October is National Disability Employment Awareness Month (NDEAM). It’s a time to celebrate the accomplishments of men and women with disabilities whose careers have shaped the American economy and culture. This month also encourages employers to open opportunities to those with disabilities who can add incredible value to their teams.
The theme for this year’s NDEAM is “Disability: Part of the Equity Equation.” Federal and local government disability employment programs will focus on helping businesses foster inclusive work environments that can help bring in those with physical and other disabilities. By creating more inclusive work environments, companies can benefit from a better talent pool and ensure they live by equal opportunity principles.
Businesses are reminded to rethink their policies and day-to-day operational norms and how these can impact or deter people with disabilities from applying for open positions. Below are just a few ways to make a workplace more accessible and equitable with just a few simple changes:
Adopting Remote Work Positions
Since the COVID-19 pandemic began, many companies are switching to remote work either partially or entirely, depending on their operational structure and company culture. This opens many doors for people with disabilities, as they already have the accommodations needed at home that are not always easy to implement in the office.

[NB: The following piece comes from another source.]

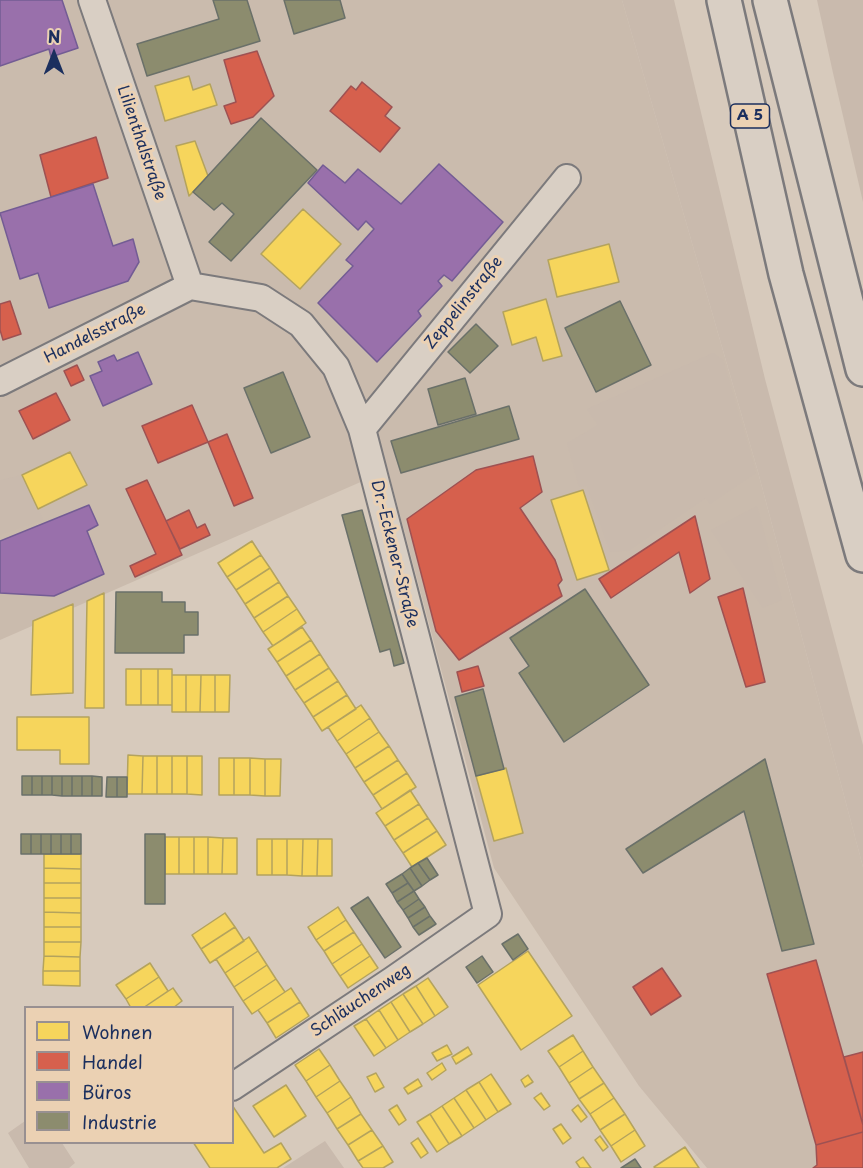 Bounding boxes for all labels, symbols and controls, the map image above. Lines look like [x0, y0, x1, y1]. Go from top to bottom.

Acknowledge that not all disabilities are visible
People with disabilities face many stigmas surrounding their conditions, especially in the workplace. Some may be treated as if they do not have independence, while others may not be taken seriously because their disability is “invisible.” People with chronic pain, visual or hearing disabilities, or other types of limitations may not “look” disabled and therefore are not provided the same accommodations as someone with a condition you can pinpoint. Make sure that when you are providing accommodations or discussing disabilities in the workplace, you are conscientious of these invisible disabilities and the needs of those who have them.
Place people with their strengths
Many people with disabilities also face stigma because employers believe their accommodations will get in the way of job performance. This unfair stigma not only hinders career growth for these individuals but can limit an employer’s talent pool foolishly. Placing job applicants and current employees in places where they will thrive can help you make the most of your team’s strengths and encourage inclusivity in your company culture.